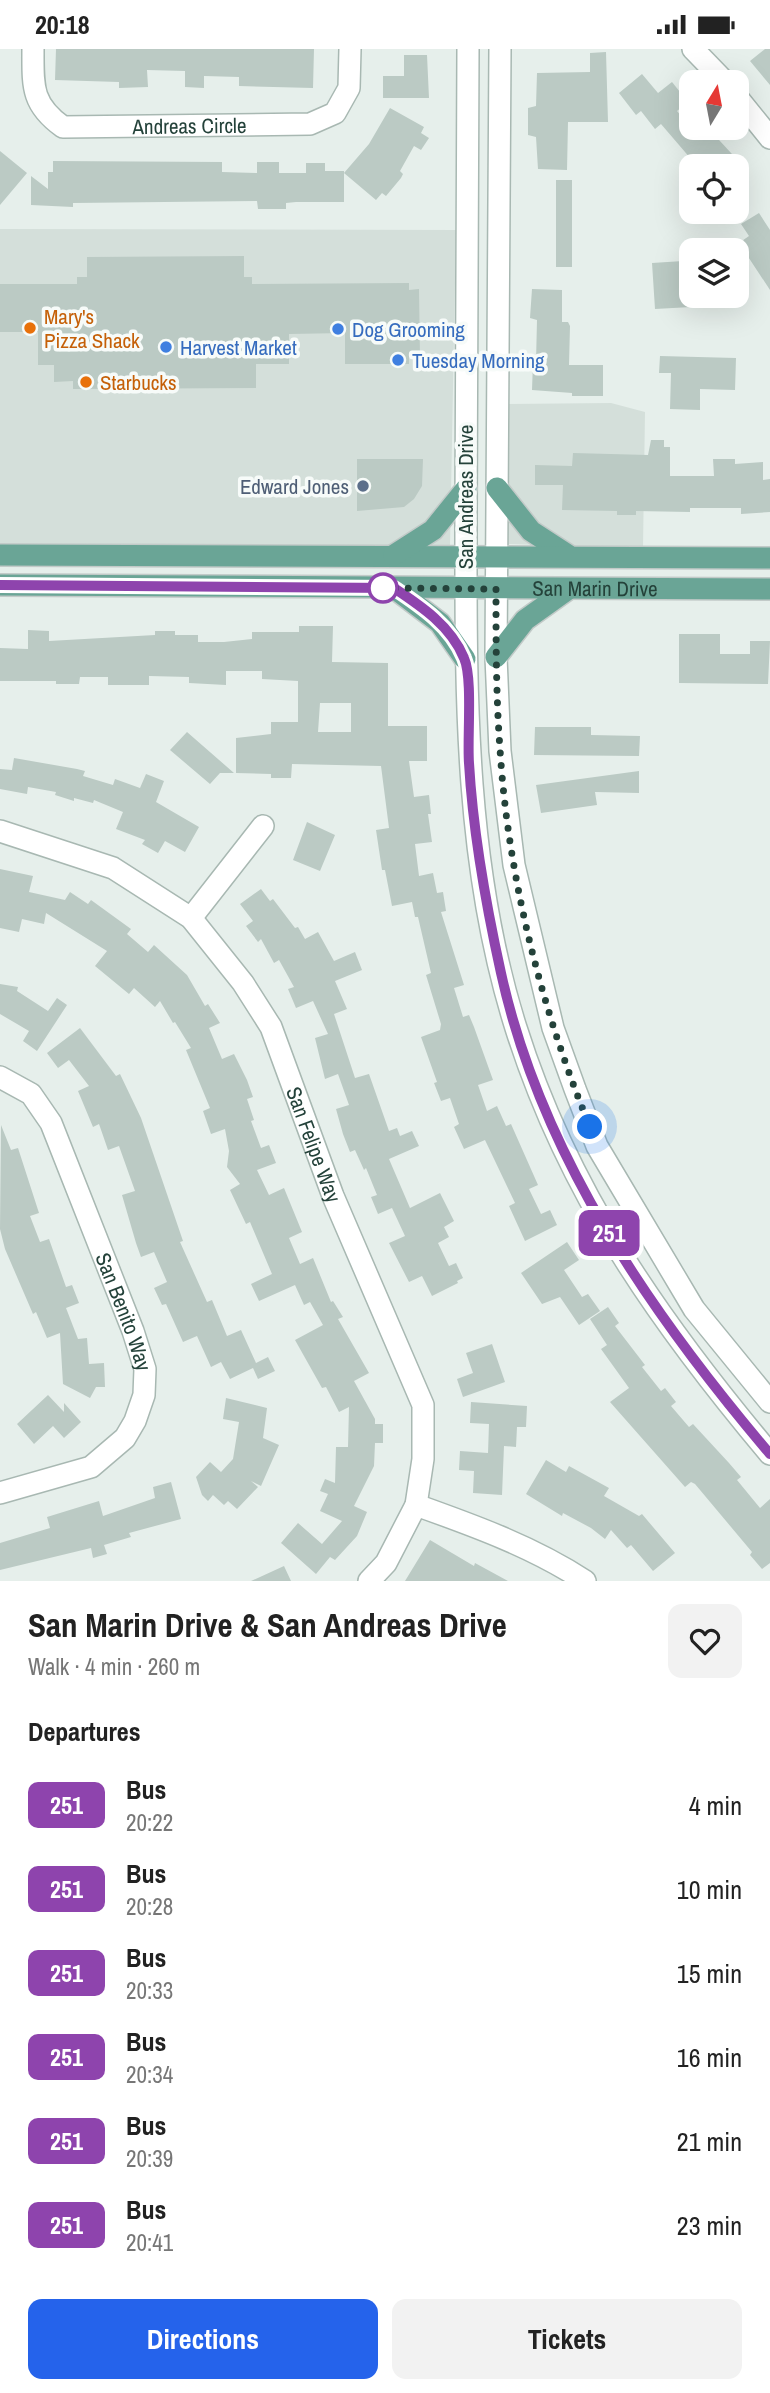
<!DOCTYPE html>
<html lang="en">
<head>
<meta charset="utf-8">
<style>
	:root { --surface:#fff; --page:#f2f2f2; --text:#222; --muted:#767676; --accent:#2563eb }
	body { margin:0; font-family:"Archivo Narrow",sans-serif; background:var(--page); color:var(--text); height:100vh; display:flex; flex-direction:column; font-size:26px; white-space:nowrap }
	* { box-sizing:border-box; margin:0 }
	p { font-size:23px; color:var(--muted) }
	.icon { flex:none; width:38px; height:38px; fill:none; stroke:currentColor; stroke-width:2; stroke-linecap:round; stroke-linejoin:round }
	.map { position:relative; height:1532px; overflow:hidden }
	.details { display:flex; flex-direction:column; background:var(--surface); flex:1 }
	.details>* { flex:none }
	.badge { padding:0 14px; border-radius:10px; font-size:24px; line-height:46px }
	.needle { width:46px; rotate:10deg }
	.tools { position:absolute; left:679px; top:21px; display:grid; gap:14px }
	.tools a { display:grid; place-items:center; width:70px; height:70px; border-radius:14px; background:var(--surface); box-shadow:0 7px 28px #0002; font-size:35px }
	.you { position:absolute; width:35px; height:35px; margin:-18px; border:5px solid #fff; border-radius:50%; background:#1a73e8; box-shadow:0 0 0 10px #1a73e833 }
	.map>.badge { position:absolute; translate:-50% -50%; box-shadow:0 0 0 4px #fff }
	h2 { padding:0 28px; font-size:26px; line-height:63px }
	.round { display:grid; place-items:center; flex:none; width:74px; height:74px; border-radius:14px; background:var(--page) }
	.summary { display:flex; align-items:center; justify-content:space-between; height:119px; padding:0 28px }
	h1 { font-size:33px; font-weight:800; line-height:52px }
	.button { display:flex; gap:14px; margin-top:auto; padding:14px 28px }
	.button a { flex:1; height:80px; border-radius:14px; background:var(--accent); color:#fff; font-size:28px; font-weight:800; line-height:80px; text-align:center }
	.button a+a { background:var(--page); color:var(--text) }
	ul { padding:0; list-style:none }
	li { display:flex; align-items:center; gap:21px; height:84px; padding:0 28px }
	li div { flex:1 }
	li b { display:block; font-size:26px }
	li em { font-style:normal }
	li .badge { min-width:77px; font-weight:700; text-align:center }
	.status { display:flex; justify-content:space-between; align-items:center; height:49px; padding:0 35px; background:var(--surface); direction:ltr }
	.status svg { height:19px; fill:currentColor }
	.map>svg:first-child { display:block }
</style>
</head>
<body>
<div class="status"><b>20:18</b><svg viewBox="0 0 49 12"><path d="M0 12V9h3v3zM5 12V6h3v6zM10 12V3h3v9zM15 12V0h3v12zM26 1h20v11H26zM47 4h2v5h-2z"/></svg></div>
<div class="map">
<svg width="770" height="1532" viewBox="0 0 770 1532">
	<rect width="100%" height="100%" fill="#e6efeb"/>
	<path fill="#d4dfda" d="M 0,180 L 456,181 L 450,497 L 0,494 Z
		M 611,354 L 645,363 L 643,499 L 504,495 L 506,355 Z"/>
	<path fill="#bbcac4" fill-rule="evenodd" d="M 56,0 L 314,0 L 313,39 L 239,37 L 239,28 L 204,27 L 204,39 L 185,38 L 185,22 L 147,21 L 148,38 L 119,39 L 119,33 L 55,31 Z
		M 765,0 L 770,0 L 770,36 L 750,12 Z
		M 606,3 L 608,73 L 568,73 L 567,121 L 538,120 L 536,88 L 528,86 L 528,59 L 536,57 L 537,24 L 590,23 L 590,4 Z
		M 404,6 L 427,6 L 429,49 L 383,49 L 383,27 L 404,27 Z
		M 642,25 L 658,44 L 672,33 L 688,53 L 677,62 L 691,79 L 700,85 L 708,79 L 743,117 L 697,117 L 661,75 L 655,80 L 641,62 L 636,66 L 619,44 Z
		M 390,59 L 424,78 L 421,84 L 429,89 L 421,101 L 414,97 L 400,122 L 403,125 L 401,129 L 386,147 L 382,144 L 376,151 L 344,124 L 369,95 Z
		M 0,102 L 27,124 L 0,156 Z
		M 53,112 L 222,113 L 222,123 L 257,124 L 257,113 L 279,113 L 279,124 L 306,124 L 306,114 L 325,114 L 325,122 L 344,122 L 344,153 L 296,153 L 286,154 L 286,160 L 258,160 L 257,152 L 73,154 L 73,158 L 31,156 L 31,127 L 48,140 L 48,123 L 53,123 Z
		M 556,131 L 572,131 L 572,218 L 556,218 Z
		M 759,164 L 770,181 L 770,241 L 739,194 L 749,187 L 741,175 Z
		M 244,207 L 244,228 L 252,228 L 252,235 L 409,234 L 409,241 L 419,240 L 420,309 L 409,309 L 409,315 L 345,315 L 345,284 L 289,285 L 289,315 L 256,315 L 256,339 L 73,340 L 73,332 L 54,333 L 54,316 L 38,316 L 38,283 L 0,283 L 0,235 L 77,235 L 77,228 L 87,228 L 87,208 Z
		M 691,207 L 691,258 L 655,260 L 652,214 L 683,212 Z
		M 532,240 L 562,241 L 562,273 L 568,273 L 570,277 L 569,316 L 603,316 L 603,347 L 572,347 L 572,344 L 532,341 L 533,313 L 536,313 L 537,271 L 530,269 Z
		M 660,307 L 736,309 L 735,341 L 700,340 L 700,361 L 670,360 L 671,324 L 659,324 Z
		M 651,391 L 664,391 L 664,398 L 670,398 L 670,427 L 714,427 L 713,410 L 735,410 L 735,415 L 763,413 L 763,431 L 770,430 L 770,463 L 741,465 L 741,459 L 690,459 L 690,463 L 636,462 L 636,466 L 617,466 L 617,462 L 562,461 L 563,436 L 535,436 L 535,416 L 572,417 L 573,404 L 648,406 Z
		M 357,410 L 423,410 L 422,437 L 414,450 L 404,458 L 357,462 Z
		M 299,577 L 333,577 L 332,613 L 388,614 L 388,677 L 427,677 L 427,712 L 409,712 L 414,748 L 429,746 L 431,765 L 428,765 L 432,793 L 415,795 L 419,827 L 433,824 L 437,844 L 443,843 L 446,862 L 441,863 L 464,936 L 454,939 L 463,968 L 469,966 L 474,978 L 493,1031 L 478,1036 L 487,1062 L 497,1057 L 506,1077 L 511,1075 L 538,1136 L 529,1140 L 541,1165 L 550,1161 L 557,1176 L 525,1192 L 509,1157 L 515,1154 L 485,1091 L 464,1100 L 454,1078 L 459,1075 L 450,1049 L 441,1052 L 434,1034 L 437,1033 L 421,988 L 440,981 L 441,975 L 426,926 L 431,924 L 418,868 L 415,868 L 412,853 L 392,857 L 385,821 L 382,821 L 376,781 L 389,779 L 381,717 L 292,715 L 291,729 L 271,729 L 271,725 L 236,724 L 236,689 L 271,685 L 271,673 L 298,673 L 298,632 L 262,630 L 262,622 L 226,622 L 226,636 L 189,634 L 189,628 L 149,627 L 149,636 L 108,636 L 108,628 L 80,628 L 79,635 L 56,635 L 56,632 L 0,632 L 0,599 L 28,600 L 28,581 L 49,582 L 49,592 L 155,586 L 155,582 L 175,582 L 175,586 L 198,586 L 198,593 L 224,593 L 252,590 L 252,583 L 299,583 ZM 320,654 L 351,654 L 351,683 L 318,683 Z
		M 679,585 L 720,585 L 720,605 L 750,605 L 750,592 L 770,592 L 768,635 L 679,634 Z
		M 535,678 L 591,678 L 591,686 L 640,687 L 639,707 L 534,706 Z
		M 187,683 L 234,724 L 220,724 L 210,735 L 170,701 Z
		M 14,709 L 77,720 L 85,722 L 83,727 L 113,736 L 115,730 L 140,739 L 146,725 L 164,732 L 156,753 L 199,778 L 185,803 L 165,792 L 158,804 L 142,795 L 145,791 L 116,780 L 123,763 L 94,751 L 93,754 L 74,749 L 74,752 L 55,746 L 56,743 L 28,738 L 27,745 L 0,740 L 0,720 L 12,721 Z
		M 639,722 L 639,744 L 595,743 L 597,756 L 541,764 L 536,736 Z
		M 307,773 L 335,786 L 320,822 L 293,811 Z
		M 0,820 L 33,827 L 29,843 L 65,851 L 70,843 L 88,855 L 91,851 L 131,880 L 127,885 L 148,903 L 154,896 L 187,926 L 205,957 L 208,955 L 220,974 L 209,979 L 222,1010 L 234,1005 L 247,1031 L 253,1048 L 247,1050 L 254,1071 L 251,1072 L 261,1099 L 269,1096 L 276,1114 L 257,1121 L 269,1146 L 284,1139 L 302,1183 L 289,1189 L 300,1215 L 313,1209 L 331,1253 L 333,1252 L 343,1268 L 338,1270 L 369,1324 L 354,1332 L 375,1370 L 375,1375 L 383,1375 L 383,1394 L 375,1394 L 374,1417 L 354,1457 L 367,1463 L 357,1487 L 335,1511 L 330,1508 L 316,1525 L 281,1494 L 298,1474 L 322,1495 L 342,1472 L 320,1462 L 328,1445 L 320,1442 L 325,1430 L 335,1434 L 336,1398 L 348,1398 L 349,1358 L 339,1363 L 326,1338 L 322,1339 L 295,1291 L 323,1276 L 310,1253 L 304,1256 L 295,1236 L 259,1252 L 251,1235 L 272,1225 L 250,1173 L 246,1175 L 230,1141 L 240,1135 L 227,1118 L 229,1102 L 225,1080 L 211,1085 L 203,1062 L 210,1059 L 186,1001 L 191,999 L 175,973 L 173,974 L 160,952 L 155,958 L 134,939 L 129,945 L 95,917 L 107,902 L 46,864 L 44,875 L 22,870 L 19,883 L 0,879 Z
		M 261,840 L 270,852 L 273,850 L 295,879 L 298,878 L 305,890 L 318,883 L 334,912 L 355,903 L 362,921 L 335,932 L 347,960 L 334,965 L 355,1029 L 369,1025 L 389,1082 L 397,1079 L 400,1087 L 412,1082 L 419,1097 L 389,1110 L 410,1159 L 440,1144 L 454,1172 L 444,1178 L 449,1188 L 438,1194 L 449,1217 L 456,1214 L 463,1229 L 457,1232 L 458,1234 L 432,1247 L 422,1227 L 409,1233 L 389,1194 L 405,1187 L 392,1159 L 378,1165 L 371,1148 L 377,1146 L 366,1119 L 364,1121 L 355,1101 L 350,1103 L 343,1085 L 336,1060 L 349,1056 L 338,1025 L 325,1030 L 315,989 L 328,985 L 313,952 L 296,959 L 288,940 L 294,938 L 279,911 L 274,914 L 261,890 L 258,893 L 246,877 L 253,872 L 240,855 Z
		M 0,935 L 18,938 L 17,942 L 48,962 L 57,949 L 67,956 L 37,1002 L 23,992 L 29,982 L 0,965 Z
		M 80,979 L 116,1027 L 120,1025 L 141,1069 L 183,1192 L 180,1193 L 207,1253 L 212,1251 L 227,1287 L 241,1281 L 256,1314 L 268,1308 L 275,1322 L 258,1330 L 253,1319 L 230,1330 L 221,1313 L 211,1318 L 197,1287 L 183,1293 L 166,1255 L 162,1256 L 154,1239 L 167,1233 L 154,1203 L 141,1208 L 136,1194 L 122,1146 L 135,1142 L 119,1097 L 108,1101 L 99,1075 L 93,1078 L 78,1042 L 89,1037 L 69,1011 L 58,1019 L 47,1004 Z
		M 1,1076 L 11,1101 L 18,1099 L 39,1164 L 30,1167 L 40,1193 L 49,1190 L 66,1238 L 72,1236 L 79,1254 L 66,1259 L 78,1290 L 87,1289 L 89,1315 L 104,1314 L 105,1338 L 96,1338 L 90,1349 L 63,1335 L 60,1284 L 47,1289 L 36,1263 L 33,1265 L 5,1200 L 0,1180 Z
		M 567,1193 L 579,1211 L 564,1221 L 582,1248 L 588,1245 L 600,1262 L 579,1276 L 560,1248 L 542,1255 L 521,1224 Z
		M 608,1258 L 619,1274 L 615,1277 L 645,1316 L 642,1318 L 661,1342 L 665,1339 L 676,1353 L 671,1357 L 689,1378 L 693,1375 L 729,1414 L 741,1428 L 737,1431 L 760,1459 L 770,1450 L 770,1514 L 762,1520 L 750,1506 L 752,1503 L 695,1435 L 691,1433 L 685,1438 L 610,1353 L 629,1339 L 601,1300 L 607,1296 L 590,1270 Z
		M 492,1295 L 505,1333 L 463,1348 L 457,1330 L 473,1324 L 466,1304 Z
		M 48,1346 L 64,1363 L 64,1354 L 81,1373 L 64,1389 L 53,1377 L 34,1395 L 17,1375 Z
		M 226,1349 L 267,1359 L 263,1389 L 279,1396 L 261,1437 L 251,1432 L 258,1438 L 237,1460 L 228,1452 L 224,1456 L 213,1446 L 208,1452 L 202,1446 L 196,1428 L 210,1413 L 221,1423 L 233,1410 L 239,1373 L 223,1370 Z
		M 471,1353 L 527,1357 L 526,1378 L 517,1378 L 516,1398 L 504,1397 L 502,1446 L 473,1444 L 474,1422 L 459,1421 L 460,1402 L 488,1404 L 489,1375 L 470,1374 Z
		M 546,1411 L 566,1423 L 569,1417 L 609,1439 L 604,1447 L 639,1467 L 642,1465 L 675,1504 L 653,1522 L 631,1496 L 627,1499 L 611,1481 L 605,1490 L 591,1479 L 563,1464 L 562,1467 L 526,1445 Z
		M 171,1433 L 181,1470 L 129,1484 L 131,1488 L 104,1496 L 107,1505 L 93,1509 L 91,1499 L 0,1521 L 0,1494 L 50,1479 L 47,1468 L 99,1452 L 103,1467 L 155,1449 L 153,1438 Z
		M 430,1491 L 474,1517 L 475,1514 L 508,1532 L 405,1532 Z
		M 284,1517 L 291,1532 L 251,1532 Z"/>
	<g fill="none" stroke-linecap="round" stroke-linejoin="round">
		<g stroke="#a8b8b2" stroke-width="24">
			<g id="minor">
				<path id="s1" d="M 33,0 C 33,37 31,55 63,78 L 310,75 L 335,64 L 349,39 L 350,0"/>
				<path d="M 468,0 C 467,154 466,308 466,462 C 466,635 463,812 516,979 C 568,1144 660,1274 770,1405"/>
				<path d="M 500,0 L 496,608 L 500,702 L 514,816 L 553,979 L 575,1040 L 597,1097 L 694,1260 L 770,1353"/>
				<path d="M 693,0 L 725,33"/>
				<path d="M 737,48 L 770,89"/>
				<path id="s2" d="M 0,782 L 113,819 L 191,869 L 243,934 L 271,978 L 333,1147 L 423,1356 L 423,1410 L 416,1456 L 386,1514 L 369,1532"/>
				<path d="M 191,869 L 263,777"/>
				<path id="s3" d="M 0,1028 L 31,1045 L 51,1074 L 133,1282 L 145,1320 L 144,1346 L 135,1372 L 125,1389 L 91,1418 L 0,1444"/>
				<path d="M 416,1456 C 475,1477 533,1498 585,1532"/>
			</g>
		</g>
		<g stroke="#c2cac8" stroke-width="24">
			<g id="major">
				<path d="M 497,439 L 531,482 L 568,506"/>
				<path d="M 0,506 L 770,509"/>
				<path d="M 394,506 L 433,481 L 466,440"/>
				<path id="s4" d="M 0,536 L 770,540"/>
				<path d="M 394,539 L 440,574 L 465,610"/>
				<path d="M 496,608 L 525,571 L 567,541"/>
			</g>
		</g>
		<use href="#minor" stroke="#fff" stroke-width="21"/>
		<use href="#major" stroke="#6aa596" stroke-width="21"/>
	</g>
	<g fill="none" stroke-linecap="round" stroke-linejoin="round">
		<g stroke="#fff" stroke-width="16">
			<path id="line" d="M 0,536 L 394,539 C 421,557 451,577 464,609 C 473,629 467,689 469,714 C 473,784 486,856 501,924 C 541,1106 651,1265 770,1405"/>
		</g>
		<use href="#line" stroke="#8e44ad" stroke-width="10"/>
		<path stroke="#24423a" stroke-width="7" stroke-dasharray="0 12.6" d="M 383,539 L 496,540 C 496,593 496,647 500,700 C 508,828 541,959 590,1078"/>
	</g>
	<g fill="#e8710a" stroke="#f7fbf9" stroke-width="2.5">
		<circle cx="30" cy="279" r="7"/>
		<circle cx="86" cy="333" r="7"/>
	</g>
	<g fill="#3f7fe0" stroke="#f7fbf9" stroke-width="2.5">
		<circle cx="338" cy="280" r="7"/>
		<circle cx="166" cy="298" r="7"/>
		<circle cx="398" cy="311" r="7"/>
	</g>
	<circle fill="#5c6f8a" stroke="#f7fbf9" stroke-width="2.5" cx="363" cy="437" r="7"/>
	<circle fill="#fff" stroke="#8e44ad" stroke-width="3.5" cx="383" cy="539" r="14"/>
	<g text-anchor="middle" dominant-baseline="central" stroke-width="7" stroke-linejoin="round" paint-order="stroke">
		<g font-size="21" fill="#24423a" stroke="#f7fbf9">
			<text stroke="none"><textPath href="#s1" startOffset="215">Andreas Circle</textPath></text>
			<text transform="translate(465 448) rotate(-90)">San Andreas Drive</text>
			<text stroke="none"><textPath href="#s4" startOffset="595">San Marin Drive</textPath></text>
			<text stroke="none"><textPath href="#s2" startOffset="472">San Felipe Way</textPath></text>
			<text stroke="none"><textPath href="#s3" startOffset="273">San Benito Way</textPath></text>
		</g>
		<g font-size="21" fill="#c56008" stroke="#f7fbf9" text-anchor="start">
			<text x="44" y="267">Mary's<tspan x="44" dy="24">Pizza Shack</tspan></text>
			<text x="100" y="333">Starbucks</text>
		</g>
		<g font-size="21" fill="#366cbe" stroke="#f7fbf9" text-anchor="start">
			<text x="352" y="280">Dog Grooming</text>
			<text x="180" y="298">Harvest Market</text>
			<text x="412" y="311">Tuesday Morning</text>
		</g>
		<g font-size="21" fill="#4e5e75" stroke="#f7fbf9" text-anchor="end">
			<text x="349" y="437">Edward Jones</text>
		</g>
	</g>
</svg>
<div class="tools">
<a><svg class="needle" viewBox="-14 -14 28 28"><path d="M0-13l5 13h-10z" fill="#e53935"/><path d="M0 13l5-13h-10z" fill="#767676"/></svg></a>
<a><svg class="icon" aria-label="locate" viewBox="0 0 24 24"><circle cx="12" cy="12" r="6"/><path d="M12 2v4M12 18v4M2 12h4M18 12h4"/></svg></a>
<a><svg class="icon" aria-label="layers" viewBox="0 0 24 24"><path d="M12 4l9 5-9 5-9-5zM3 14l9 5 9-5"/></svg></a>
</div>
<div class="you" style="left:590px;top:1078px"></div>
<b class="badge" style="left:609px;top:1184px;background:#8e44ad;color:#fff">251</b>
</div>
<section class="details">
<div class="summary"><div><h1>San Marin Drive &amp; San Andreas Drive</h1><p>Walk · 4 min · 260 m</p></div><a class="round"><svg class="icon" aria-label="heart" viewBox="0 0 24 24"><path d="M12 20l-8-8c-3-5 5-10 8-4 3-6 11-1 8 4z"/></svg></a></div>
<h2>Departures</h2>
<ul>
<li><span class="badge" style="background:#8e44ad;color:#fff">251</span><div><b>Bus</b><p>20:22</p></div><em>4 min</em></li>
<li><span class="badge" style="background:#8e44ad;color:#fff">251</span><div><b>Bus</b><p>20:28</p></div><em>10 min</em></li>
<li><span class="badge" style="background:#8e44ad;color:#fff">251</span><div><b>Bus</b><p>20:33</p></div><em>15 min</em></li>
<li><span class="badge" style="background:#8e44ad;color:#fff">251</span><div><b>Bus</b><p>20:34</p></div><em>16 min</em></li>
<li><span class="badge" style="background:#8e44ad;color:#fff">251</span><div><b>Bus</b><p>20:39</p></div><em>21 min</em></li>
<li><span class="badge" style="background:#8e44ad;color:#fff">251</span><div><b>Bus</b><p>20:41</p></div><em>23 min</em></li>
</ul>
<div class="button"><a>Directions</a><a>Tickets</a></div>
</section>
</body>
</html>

YOUR ASSIGNMENT
Respond with the count of lines above holding the string "column", and leave out everything else.

RESPONSE AREA
2